Review: The Bone Tree

Reviewed by Jack Remiel Cottrell

Author: Airana Ngarewa. Reviewer: Jack Remiel Cottrell. The Bone Tree is an exquisitely written book, the story of two boys – Kauri and Black – and the depth of secrets that have been hidden from them their entire lives. August 2023 release

The Bone Tree is an exquisitely written book, the story of two boys – Kauri and Black – and the depth of secrets that have been hidden from them their entire lives.

We meet Kauri and Black as feral children – swimming in the river near their home. Neither has ever been to school. Their father is abusive and, as we quickly learn, their mother is dead. Turns out their dad is dying as well, and Kauri has been looking after both his unconscious father and his little brother alone for a couple of weeks.

Kauri’s father grew up in state care, and he’s clearly imparted horrors of the time on his sons, because Kauri is obsessed with not letting any stranger become involved in any of their lives. As uneducated as he is, Kauri knows something is missing and it’s only after his dad finally dies in a chair in front of the telly that he feels able to go looking for that.
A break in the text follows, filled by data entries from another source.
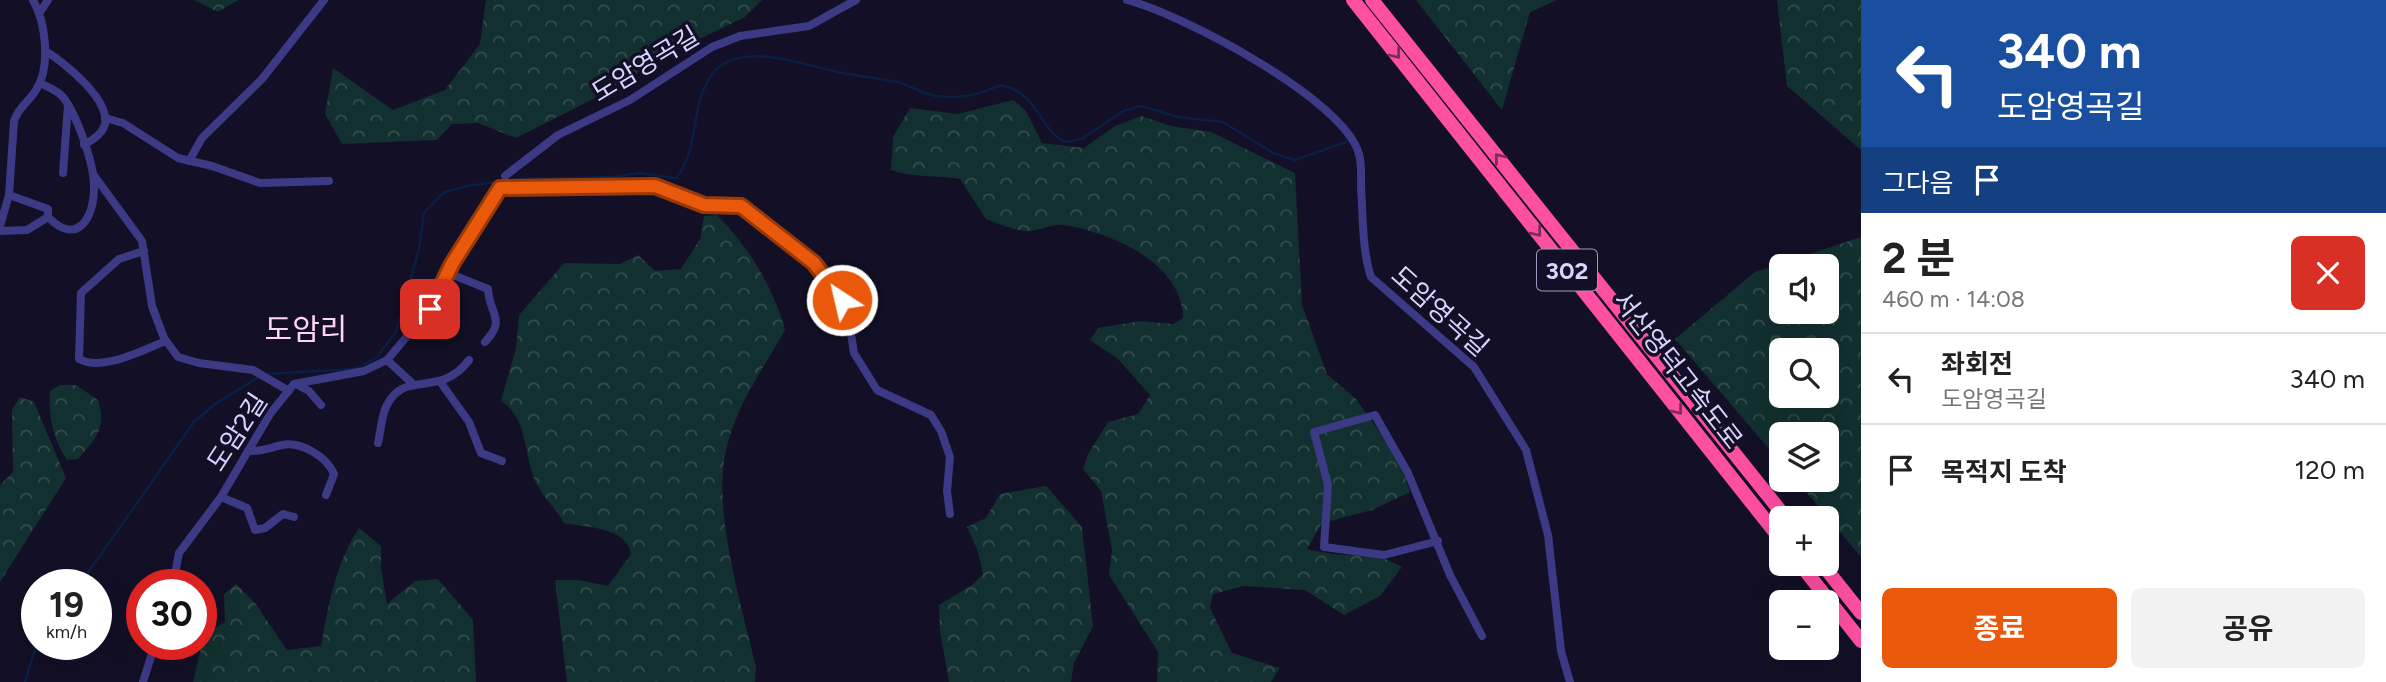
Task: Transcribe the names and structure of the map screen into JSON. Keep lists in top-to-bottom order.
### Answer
{
  "streets": {
    "highway": ["302", "서산영덕고속도로"],
    "street": ["도암영곡길", "도암2길"]
  },
  "districts": ["도암리"],
  "page": {
    "turn": ["340 m", "도암영곡길"],
    "then": "그다음",
    "heading": ["2 분", "460 m · 14:08"],
    "map_buttons": ["+", "−"],
    "list": [
      {
        "name": "좌회전",
        "note": "도암영곡길",
        "value": "340 m"
      },
      {
        "name": "목적지 도착",
        "value": "120 m"
      }
    ],
    "speed": "19 km/h",
    "limit": "30",
    "buttons": ["종료", "공유"]
  }
}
There is a line that all writers must walk between spoon-feeding the reader and making them do all the work. Airana Ngarewa certainly doesn’t make this walk easy. If Scout Finch was a child narrator who had an unreasonably thorough grasp on history, Kauri comes across as an adult narrator who doesn’t know the name of the place he was born.  (Actually, Kauri doesn’t come across as an adult narrator and discovering halfway through the novel his actual age was jarring.)

It’s an ambitious debut in several regards, especially as a work of literary fiction. One of the defining traits of literary fiction is setting – both in terms of place and of time. Ngarewa eschews these, not pinning down the time beyond ‘somewhere in the 1990s’ – and I can only be that precise because I googled when Oranga Tamariki was called CYPS.

As for place, it is generally understood that Kauri and Black live in the shadow of Mt Taranaki. But ‘The City’ which Kauri ventures to after his father dies is never named either. Because Kauri’s entire point of reference is ‘the wops’ as he calls it, it’s hard for the reader to pick up whether this is an actual city or a small town which Kauri thinks is a city.

I’m not sure if this is supposed to make the story feel timeless and like it could take place anywhere but it’s strange for a literary work to be so adrift. Perhaps the uncertainty of time and place is meant to evoke in the reader the same sense of rootlessness that Kauri feels. But without the words to truly describe his motivations, what Kauri wants is often opaque.

The pacing of the story is slow, allowing us to be taken into Kauri’s world, which feels half a step away from reality. The writing is stunning, which meant the lack of urgency – even as urgent things happened – doesn’t feel too frustrating. As a story it is an impressive exercise in empathy, building an understanding for the characters which come into and exit the orbit around the two main leads.

It’s a story where none of the characters have easily understandable motivations. If you’ve ever yelled at a character – in a book or on TV – not to do the thing that is clearly going to end badly, you might find yourself shouting at The Bone Tree more than once.

All of this, however, doesn’t detract from how good The Bone Tree is to read. Ngarewa’s skill with words is exceptional. If there are points in the book that you don’t know where or when you are, the writing still makes you pleased to be there.